I learned today that my paper, “The Satirical Use of Christian Material in the Mandaean Book of John,” has been accepted for the Aramaic Studies section at the Society of Biblical Literature 2011 Annual Meeting in San Francisco. I’m excited and honored to be the first to add Mandaic to the list of Aramaic dialects represented in papers presented in that section!
Here’s the abstract:
The Satirical Use of Christian Material in the Mandaean Book of John
Gnosticism is well known for its satirical treatment of texts from the Jewish Scriptures. Mandaean texts, written in a dialect of Aramaic, offer a similarly ambivalent use of material deriving not only from Jewish sources, but also from early Christian texts. This paper will look at the Mandaean Book of John’s satirical reworking of material known from the New Testament, such as its account of John the Baptist’s reluctance to baptize Jesus (for reasons other than those indicated in the Gospel of Matthew).
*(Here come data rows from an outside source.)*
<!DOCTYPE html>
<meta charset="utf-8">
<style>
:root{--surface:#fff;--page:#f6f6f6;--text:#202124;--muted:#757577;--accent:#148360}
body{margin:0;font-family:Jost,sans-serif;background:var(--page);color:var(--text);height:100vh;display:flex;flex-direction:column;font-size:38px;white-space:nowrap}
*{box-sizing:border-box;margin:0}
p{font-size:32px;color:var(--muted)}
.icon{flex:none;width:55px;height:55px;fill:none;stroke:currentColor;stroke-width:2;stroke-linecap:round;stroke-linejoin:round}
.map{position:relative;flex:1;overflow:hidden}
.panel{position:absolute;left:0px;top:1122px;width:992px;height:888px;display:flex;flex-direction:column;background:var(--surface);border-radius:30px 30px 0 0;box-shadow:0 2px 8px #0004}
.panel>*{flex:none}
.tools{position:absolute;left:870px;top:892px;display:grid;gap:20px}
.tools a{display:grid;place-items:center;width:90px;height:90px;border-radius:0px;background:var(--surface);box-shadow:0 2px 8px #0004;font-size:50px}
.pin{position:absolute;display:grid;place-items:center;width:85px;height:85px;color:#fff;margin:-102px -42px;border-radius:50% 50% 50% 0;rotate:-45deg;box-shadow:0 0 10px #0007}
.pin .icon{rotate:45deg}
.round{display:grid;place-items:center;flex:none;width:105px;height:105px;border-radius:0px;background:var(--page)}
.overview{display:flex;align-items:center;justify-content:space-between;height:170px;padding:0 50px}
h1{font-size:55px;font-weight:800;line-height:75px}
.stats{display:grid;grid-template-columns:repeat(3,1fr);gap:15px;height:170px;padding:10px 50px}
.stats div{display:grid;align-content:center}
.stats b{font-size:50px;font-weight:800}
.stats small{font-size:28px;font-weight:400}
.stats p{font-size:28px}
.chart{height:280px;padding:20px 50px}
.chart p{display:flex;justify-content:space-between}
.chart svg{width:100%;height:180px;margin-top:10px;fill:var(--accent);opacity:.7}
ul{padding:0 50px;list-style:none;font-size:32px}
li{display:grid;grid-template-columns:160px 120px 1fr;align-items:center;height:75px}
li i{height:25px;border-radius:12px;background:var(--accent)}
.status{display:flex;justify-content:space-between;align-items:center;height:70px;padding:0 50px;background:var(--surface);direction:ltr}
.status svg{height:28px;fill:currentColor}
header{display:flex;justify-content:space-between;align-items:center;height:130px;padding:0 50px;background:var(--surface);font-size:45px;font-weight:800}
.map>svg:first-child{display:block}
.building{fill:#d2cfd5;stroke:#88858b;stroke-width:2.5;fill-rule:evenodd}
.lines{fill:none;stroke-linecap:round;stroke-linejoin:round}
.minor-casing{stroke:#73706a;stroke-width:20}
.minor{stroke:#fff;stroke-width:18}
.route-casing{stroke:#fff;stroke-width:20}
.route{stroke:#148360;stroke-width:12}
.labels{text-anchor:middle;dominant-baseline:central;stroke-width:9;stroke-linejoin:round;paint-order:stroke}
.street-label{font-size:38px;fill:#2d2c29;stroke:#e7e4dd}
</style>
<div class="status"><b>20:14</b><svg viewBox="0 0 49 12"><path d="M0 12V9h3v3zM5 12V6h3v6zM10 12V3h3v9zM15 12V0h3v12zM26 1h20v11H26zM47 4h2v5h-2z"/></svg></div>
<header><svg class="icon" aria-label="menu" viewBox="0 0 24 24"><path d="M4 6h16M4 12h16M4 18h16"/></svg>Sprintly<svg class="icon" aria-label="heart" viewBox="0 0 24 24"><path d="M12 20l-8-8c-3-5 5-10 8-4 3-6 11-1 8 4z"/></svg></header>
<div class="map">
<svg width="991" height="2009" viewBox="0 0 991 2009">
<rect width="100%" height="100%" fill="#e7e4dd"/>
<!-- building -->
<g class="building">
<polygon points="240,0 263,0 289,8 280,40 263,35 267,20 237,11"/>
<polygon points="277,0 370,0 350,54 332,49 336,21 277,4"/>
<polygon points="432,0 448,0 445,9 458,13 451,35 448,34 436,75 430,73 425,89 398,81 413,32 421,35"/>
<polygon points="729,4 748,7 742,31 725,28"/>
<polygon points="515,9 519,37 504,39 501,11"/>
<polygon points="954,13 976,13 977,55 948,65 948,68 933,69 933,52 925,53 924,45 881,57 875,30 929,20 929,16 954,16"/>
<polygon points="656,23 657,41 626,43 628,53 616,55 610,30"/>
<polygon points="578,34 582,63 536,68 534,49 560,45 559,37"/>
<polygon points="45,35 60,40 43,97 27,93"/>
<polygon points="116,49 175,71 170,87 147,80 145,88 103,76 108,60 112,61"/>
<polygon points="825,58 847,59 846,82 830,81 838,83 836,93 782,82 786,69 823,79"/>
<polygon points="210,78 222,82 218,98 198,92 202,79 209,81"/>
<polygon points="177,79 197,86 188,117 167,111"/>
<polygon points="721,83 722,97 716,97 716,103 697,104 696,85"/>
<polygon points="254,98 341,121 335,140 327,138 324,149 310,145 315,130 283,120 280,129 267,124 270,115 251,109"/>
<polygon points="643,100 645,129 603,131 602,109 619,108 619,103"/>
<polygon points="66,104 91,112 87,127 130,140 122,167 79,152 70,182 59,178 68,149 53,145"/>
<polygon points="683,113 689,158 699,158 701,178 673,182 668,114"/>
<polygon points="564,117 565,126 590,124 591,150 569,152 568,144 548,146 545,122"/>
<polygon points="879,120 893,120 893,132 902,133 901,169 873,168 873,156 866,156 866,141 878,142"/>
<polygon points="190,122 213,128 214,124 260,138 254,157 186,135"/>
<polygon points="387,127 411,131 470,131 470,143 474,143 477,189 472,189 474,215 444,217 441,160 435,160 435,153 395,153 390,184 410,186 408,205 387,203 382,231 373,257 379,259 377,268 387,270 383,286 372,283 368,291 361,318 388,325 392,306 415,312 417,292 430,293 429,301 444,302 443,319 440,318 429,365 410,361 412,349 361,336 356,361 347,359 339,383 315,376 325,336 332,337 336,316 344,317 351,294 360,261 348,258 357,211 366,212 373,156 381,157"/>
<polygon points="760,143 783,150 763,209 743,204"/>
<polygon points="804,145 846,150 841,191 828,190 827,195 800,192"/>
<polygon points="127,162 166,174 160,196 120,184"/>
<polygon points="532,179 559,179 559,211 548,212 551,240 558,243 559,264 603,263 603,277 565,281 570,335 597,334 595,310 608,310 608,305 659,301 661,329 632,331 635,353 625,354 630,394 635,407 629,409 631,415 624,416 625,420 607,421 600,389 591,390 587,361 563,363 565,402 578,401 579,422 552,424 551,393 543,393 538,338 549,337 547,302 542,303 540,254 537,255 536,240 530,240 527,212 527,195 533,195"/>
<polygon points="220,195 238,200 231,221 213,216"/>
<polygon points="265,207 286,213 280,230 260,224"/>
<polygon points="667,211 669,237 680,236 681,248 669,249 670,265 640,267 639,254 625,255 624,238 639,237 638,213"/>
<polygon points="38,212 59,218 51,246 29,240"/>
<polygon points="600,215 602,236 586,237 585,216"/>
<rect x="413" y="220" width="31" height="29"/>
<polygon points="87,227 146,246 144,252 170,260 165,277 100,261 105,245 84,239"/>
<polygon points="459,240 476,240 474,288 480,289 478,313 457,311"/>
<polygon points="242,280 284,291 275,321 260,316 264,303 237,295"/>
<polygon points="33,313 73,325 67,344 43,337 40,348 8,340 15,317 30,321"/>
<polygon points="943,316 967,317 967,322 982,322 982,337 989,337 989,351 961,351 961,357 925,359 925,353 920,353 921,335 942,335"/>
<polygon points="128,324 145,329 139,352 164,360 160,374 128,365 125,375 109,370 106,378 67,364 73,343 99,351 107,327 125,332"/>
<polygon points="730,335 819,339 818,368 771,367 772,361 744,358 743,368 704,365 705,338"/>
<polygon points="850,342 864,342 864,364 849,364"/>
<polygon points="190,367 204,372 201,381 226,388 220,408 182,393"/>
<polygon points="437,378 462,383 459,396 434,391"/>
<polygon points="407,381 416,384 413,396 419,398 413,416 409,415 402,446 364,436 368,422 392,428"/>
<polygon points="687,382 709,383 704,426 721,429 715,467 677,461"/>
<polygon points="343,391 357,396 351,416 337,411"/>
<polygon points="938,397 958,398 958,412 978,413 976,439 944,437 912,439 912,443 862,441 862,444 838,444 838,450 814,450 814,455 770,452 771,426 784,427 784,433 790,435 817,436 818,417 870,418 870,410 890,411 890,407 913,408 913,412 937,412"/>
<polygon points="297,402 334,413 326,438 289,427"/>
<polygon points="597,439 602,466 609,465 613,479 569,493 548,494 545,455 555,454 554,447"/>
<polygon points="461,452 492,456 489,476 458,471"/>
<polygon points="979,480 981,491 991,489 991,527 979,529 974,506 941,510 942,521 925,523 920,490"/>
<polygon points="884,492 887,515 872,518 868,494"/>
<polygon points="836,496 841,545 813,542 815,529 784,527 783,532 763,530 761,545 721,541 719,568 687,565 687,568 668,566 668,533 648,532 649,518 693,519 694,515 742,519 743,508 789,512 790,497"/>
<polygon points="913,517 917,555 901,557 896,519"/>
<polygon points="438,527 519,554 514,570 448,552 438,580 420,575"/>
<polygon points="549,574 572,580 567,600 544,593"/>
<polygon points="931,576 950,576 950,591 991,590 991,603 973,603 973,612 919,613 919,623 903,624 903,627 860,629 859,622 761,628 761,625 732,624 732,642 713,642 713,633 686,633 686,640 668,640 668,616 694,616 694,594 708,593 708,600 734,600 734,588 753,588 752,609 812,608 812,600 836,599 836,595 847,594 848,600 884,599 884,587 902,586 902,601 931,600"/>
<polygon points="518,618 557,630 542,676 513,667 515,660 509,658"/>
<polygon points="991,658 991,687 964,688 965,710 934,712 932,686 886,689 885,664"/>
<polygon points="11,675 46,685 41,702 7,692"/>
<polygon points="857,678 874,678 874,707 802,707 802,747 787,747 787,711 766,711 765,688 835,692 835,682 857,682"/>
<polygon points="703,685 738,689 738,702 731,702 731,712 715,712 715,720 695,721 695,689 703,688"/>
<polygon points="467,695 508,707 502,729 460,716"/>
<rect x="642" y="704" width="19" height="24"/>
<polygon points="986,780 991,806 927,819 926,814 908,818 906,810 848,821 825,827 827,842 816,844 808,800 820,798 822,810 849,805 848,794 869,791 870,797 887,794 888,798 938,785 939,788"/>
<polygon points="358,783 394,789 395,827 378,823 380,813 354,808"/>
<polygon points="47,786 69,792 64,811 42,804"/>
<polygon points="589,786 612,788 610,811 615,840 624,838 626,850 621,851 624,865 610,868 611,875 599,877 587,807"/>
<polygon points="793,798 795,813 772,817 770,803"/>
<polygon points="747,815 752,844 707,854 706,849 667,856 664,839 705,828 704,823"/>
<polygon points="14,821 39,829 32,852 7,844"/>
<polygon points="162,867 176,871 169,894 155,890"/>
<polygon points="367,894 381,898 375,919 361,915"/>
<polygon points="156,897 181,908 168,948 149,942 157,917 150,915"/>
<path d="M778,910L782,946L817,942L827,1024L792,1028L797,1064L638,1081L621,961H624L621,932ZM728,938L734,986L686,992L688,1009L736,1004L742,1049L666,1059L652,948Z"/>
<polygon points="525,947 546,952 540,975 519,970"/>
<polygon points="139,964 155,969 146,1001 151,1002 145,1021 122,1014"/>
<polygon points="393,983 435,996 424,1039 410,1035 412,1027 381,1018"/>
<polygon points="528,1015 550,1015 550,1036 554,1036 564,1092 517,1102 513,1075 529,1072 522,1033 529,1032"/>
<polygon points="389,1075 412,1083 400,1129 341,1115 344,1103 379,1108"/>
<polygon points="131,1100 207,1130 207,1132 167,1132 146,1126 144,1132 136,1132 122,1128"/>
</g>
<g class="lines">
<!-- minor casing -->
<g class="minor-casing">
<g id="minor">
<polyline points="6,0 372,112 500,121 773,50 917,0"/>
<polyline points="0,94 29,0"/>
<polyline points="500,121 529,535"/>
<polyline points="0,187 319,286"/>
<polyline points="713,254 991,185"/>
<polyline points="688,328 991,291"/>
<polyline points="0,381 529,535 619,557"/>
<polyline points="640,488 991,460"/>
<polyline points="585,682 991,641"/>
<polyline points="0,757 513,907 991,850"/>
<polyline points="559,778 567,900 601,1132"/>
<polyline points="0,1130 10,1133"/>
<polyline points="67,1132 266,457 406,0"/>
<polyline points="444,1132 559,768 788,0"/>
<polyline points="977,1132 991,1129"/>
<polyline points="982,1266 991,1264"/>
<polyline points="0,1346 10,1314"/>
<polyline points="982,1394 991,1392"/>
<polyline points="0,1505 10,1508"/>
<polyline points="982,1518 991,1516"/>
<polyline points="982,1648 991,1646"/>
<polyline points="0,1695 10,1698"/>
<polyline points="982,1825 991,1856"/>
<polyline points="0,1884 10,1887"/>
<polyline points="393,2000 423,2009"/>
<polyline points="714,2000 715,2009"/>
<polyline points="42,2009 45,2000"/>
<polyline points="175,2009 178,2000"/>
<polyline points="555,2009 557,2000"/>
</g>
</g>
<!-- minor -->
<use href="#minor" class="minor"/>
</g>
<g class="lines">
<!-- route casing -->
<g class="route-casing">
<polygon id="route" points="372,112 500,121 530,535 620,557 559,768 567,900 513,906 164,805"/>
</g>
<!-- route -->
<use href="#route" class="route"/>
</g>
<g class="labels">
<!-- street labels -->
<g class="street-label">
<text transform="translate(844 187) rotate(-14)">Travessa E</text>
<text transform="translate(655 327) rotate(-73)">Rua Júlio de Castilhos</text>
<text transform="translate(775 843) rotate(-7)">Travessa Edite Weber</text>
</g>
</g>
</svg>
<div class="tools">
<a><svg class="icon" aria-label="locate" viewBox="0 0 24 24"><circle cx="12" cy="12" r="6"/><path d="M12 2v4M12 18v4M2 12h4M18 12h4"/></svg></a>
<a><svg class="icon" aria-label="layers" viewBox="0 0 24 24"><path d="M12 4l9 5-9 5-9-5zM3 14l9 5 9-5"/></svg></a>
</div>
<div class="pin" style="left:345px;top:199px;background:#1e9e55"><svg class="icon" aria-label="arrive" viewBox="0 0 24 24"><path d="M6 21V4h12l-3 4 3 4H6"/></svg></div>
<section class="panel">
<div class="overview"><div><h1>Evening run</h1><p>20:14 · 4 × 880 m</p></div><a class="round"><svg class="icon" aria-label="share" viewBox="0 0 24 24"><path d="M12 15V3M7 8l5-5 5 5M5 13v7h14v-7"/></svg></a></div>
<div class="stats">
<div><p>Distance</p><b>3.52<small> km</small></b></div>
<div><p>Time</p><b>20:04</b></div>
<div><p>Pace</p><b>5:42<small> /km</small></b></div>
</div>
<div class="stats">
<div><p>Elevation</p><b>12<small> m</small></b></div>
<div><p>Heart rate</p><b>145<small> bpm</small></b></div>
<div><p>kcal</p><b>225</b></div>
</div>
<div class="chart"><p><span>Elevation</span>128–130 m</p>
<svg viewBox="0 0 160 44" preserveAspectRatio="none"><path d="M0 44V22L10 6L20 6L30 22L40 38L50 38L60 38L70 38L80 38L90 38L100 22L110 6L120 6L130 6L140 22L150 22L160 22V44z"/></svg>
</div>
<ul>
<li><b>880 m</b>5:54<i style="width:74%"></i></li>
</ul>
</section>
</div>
The Mandaean Book of John appears to include material that has undergone an extended history of transmission and reworking, and this material has been shaped by Mandaean interaction with Jews, Christians and eventually Muslims. This paper will seek to tease out clues from allusions to and intertextual echoes of stories and sayings found in Christian sources, in order to piece together the context of the Mandaeans’ polemical engagement with other Aramaic-speaking religious communities in their environment. Particular attention will be paid to deliberate inversions and parodies of well-known Christian material, which presuppose an environment in which the New Testament Gospels were familiar.